- **Problem requirements**
Everything in the listing must be transcribed exactly, from the first line to the last.

══ The data

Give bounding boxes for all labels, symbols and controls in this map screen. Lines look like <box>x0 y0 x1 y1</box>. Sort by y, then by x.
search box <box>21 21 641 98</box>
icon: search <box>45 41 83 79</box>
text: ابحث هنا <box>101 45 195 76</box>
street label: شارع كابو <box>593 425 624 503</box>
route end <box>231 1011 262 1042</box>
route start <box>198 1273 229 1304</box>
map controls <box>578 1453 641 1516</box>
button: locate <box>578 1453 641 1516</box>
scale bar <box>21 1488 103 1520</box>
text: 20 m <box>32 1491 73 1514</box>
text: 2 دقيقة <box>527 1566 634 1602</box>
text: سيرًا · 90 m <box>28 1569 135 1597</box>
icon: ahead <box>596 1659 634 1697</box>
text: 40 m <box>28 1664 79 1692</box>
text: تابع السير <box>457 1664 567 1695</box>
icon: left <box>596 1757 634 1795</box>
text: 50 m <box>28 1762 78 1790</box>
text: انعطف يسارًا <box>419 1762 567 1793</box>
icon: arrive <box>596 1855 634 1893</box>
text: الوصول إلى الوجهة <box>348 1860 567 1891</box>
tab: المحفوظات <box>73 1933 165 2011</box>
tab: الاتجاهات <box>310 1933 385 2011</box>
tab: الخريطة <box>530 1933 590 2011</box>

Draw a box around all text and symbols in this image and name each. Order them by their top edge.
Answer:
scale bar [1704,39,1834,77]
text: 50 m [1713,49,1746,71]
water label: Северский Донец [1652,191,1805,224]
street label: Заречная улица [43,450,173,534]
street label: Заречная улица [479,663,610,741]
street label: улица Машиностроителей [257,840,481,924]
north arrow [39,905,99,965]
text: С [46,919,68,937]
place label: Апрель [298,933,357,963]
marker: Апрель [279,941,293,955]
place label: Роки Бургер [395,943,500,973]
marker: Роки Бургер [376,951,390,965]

════

- **Written response**
Give bounding boxes for all labels, symbols and controls in this map screen. Lines look like <box>x0 y0 x1 y1</box>. Sort by y, then by x.
search box <box>21 21 641 98</box>
icon: search <box>45 41 83 79</box>
text: ابحث هنا <box>101 45 195 76</box>
street label: شارع كابو <box>593 425 624 503</box>
route end <box>231 1011 262 1042</box>
route start <box>198 1273 229 1304</box>
map controls <box>578 1453 641 1516</box>
button: locate <box>578 1453 641 1516</box>
scale bar <box>21 1488 103 1520</box>
text: 20 m <box>32 1491 73 1514</box>
text: 2 دقيقة <box>527 1566 634 1602</box>
text: سيرًا · 90 m <box>28 1569 135 1597</box>
icon: ahead <box>596 1659 634 1697</box>
text: 40 m <box>28 1664 79 1692</box>
text: تابع السير <box>457 1664 567 1695</box>
icon: left <box>596 1757 634 1795</box>
text: 50 m <box>28 1762 78 1790</box>
text: انعطف يسارًا <box>419 1762 567 1793</box>
icon: arrive <box>596 1855 634 1893</box>
text: الوصول إلى الوجهة <box>348 1860 567 1891</box>
tab: المحفوظات <box>73 1933 165 2011</box>
tab: الاتجاهات <box>310 1933 385 2011</box>
tab: الخريطة <box>530 1933 590 2011</box>

Draw a box around all text and symbols in this image and name each. Order them by their top edge.
Answer:
scale bar [1704,39,1834,77]
text: 50 m [1713,49,1746,71]
water label: Северский Донец [1652,191,1805,224]
street label: Заречная улица [43,450,173,534]
street label: Заречная улица [479,663,610,741]
street label: улица Машиностроителей [257,840,481,924]
north arrow [39,905,99,965]
text: С [46,919,68,937]
place label: Апрель [298,933,357,963]
marker: Апрель [279,941,293,955]
place label: Роки Бургер [395,943,500,973]
marker: Роки Бургер [376,951,390,965]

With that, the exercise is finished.